Bio
Lynn currently works in the Center for Program Design and Evaluation as a faculty fellow. A methodologist and evaluator by training, Lynn has led numerous evaluations at the state and local level. Before working at TDI, Lynn was in Dartmouth's Office of Institutional Research. In this capacity, she designed and implemented institutional surveys, managed institutional reporting, and provided decision-making support to Dartmouth senior leadership.
Lynn has a broad set of methodological skills and regularly partners with multidisciplinary teams in research and evaluation activities. Her formal training and extensive work experience have allowed her to apply analytic methods from diverse disciplines in her projects. She also dabbles in Monte-Carlo simulation techniques, focusing on better understanding the performance of statistics under a variety of data conditions. Her current methodological interests include investigations of effect sizes, randomization tests, endogeneity in multilevel data, and psychometric techniques for scale development and assessment.

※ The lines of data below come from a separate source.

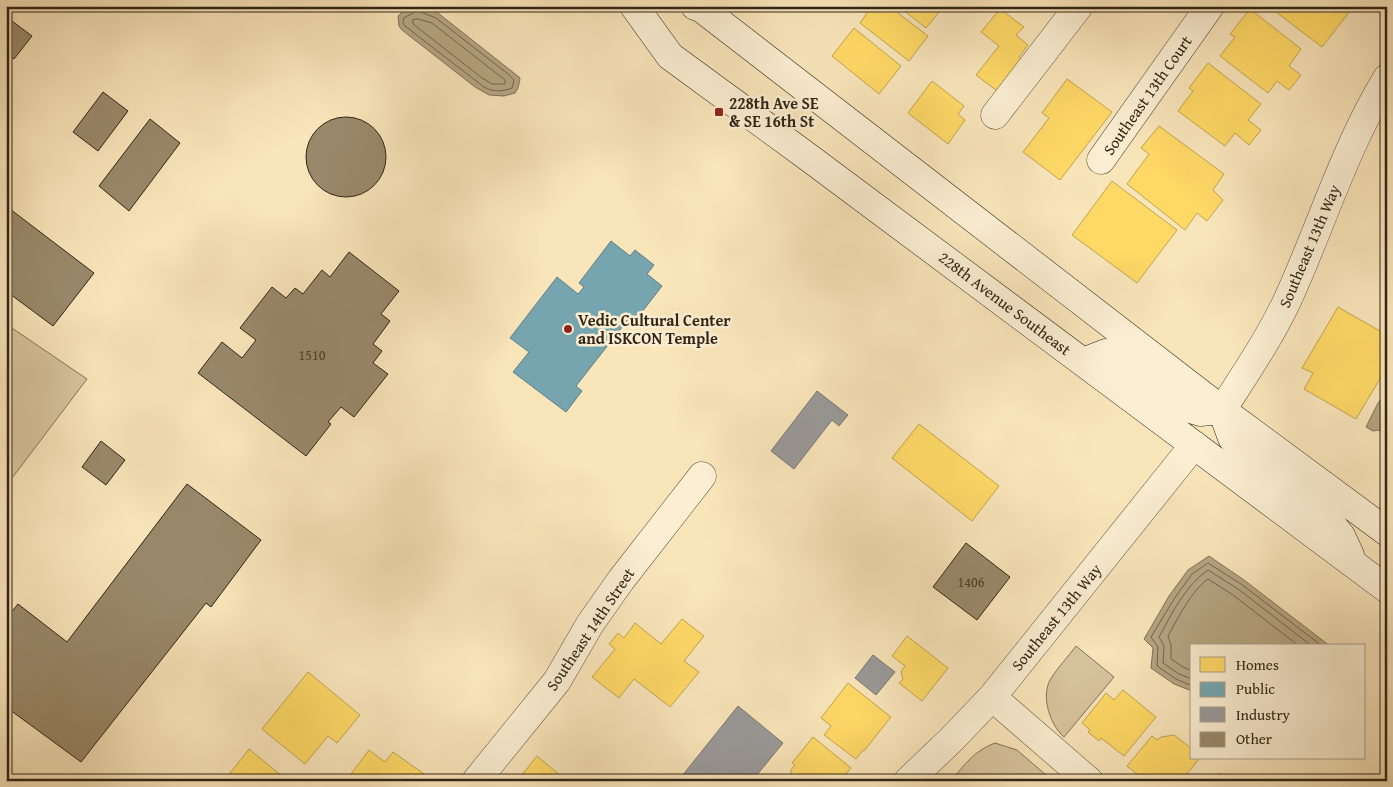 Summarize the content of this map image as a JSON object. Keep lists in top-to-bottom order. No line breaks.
{"streets":{"main road":["Southeast 13th Court","Southeast 13th Way","228th Avenue Southeast","Southeast 14th Street"]},"crossings":[["Southeast 13th Way","228th Avenue Southeast"]],"places":{"transit":["228th Ave SE & SE 16th St"],"other":["Vedic Cultural Center and ISKCON Temple"]},"house_numbers":["1510","1406"],"legend":["Homes","Public","Industry","Other"]} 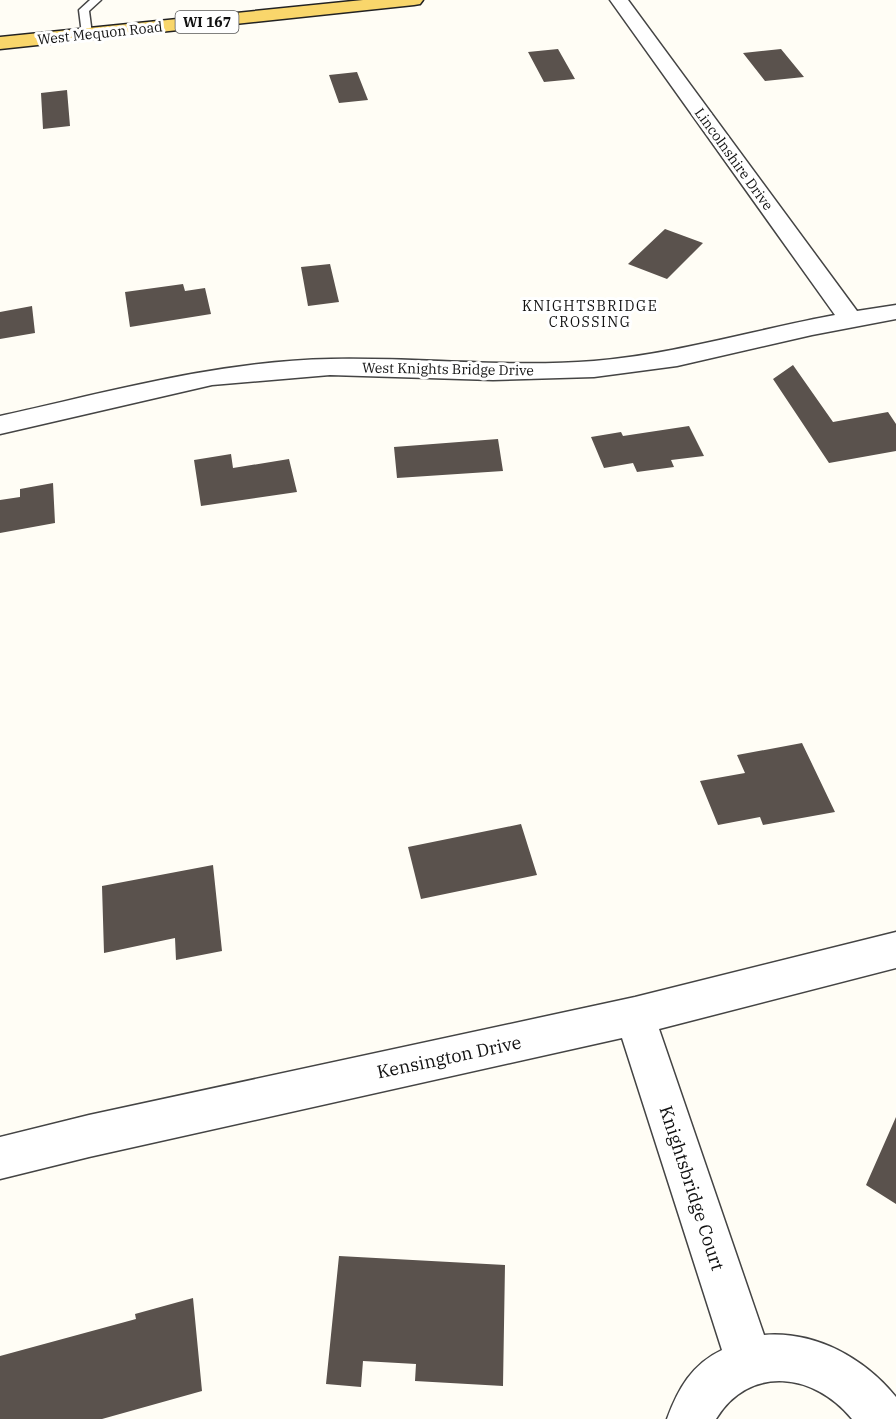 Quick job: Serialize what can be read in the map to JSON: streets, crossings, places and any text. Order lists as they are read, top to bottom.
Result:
{
  "streets": {
    "main road": ["WI 167", "West Mequon Road"],
    "street": [
      "Lincolnshire Drive",
      "West Knights Bridge Drive",
      "Kensington Drive",
      "Knightsbridge Court"
    ]
  },
  "crossings": [
    ["Lincolnshire Drive", "West Knights Bridge Drive"],
    ["Kensington Drive", "Knightsbridge Court"]
  ],
  "districts": ["KNIGHTSBRIDGE CROSSING"]
}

As a methodologist, Lynn has a wide range of research interests and loves to partner on projects that present measurement or assessment challenges. One of her interests focuses on improving the measurement of learning and decision-making. Lynn has collaborated on projects examining the integration of virtual patients in medical education, clinical reasoning, and diagnostic accuracy, and learner's use of self-assessment to enhance learning. A recent collaboration found evidence of learning transfer and "resets" in transitional writing strategies. She interested in better understanding the role of information and physician relationships in the medical decision-making of medically underserved and vulnerable populations.
Lynn received her Ph.D. from the University of South Florida in 1994, specializing in Educational Measurement, Evaluation, and Research. She honed her statistics and measurement skills in a post-doc investigating patterns of mental health services use and the co-occurrence of substance use and mental health challenges.